That it’s taken me so many months to read this is the fault of neither author nor subject: it is all mine.
I read this hoping, like others no doubt, for illumination and amplification of the story Hoyle tells in his autobiography and Gregory certainly delivers. I guess autobiography is rather a ‘mind your own business, I’ll tell what I want’, whereas biography presumably has expectations and standards to meet.
Hoyle tells the story he wants to tell. Gregory does an admirable job of being Hoyle’s rivet man. She reports the early years pretty much as Hoyle does, no surprise there as Hoyle tells the story of those years in detail and is obviously going to be the principal source for his youth. But once he starts becoming part of the world of science Gregory comes into her own with a comprehensive depth and breadth of research. She has interviewed people, been through written background records from newspapers to government correspondence; in short, she’s looked at all the angles.
What emerges from this, as may be gleaned from the title, is a book that is far more than a biography. It is about the world in which he lives. One might read this book, for example, to gain understanding of how science and politics combine – or don’t. It tells the story of what the politicians need from science and vice versa, this at both national and international level. Who gets the credit for combined international projects? Who leads them? Scientists have an invidious choice in that they can leave all this to people who don’t necessarily, supposing the best will, have the understanding to make the decisions; or they can get involved themselves with the costs in time, emotional energy, pyche, that may result. Indeed this was the case for Hoyle whose battles on these fronts must have cost him dearly. There is much material here to fascinate the sociologist.

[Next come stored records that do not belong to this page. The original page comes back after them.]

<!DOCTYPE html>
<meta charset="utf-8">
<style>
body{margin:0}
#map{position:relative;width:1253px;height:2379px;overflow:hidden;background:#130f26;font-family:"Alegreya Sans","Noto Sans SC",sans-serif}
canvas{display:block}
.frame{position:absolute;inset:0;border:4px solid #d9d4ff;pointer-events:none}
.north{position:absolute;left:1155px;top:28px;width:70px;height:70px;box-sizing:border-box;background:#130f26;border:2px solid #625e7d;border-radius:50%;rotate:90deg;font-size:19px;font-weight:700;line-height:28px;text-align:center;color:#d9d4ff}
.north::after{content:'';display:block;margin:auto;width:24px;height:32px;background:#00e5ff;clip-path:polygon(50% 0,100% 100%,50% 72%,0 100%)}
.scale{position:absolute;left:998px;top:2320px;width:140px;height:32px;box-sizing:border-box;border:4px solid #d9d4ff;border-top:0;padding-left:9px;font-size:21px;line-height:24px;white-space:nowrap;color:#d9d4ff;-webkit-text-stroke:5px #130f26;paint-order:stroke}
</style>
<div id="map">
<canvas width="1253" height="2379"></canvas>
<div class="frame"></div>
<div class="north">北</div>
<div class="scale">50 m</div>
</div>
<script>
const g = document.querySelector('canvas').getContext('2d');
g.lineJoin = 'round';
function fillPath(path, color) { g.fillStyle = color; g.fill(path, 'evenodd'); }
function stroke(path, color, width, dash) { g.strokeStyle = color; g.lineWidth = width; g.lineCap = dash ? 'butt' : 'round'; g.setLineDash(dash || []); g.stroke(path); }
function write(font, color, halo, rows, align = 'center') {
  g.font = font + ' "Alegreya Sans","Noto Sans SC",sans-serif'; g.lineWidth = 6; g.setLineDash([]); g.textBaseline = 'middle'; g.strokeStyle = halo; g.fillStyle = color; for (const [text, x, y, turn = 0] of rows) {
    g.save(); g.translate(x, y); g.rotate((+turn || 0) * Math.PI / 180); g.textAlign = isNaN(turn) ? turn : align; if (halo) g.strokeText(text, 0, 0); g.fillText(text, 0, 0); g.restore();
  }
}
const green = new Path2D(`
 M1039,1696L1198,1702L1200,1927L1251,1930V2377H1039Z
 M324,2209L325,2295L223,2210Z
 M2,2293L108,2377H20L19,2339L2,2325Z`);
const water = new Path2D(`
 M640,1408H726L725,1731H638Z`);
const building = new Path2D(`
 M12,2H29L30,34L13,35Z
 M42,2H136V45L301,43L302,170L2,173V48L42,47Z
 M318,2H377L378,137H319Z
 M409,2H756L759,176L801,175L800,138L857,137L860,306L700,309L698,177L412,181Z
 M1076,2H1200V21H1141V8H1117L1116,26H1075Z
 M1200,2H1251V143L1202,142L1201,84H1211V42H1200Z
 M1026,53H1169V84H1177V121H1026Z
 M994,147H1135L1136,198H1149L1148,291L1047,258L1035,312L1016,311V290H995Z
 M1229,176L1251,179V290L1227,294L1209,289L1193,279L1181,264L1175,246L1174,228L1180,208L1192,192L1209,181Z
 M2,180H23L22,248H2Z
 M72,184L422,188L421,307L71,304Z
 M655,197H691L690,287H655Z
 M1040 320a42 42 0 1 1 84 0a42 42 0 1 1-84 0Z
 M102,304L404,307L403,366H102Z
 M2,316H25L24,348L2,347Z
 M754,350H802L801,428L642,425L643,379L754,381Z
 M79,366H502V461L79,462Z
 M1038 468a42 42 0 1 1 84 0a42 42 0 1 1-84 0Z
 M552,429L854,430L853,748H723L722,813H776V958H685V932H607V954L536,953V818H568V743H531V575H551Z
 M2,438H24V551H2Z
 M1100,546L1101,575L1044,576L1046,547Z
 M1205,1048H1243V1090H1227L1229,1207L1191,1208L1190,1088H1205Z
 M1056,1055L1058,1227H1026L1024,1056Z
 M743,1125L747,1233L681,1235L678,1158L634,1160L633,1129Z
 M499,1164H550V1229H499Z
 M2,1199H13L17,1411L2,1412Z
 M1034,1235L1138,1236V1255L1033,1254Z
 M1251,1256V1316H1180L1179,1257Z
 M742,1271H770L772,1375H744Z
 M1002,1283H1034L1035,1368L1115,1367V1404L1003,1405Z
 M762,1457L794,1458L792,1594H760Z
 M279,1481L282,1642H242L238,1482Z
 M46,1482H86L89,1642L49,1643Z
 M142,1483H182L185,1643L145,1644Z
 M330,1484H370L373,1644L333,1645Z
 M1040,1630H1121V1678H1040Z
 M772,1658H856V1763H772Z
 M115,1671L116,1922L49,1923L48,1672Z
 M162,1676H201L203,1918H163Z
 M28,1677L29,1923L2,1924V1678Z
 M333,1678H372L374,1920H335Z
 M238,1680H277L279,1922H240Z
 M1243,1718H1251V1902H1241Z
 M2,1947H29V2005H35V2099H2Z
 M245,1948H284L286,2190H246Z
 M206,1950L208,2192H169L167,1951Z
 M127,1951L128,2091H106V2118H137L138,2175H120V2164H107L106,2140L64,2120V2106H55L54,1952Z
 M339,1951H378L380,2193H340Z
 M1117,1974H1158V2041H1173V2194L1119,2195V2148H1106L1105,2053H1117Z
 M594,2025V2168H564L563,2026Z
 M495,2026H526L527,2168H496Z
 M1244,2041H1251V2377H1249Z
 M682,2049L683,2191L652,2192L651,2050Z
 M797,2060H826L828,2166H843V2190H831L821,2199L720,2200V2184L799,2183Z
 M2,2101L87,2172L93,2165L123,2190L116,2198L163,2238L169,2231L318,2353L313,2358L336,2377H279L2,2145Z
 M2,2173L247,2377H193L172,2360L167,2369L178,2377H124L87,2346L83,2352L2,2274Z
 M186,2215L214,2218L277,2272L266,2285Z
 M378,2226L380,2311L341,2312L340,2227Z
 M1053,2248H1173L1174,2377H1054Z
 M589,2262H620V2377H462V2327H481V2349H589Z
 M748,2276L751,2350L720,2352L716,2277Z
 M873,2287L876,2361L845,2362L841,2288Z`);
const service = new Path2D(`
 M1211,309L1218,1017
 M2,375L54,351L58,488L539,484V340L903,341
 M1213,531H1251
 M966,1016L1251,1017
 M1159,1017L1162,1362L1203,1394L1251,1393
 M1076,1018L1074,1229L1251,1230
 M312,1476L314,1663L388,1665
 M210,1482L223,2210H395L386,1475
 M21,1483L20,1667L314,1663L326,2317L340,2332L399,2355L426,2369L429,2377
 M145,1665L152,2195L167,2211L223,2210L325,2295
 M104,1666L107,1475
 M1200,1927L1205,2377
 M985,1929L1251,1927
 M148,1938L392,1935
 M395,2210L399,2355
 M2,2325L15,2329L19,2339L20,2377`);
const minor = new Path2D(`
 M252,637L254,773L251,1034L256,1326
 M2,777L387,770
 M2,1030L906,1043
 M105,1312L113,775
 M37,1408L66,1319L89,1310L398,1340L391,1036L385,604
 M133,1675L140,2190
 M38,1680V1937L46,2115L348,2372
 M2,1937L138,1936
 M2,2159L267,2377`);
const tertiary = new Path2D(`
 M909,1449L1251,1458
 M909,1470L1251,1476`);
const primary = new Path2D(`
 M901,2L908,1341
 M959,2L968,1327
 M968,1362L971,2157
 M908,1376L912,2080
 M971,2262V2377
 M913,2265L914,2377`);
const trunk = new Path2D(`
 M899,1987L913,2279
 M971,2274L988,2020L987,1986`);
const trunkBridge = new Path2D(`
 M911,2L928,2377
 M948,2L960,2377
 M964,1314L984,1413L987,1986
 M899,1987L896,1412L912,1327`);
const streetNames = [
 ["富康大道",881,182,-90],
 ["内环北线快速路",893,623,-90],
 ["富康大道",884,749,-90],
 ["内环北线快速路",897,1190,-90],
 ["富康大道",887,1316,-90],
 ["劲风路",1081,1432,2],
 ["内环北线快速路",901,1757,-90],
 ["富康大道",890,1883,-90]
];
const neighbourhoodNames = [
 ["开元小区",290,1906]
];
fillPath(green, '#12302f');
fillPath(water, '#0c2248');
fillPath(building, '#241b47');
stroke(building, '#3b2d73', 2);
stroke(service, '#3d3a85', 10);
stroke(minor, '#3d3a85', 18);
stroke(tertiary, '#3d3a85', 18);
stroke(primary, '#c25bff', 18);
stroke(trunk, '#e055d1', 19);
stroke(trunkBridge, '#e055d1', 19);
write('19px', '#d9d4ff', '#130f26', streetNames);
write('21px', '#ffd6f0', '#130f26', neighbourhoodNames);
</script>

It tries to explain what we see as the degeneration of Hoyle’s standing as he takes deeply unpopular stands which sounded crazy – still sound crazy no doubt – but may still be vindicated. In short his science fiction, his stubbornness, his isolation, his independence and his satisfaction from making people angry came together to see him roundly abused by his peers. Gregory, in a way she has of being subtle but firm, distances Hoyle from his partnership with Chandra Wickramasinghe which did so much to destroy his reputation. Nonetheless, one can see the attraction for Hoyle of Wickramasinghe’s wacky theories. It gave Steady State new hope and it clearly fitted in with ideas he had been toying with for a long time in his science fiction. Thankfully, he was able to drop this aspect of his thinking and get back to more conventional cosmology for a good period before his death.
The price he paid for his involvement with Wickramasinghe was heavy, Fowler alone being awarded the Nobel Prize he should have shared with Hoyle. Many were uneasy about this situation – his Nobel prize winning work was just that. How can a scientist be judged instead on whether he rubs people up the wrong way or whether he has fields of investigation that are unpopular, if not crazy. This judgement on Hoyle was a judgement on science. A warning of what could happen if you didn’t toe the line. Hoyle often thought his fields had developed politically to a point where one wasn’t able to think brilliantly and come up with new important ideas. This story of his Nobel that wasn’t would be an object lesson not to rock the boat. Ironically, he suffered just the fate that Jocelyn Bell did, who might also have been awarded a Nobel Prize but wasn’t. It was for different reasons, it was because she was a girl, or because she was a student, or both, but Hoyle didn’t like it one bit and went in to bat for her subsequently. She distanced herself from Hoyle’s defence – or attack, if you like – but it isn’t at all clear to me that this was for any reason other than she knew to toe the line.
I’m amazed at how unknown Hoyle is now, within his discipline and without it. It is staggering to compare with his rockstar (never let it be said that I can’t use a post-1950s word) presence in his prime. Not only was he publicly a star who inspired a generation of children to become scientists and was at one point the most popular broadcaster on the BBC – imagine that, a scientist – but one of the fascinating stories that is part of this book is the efforts of the British Government to try to keep him in Britain when he was threatening to move to the US. He wouldn’t have been the first of his colleagues to do so in this period, but the others didn’t matter. Reading the vast amount of harried, fraught governmental correspondence during this tense period of trying to keep Hoyle sweet, is to get a true understanding of how important the man was.
In short, this is an admirable work of footslogging scholarship, which takes us behind the scenes. It doesn’t just show us the universe, it gives us micro-views of how it operates. Gregory completely takes the backseat to the material, it is almost like primary sources, which is why the sociologist would find it so rewarding. There should be an XKCD cartoon – stand back, I’m going to do history – Bravo, Gregory!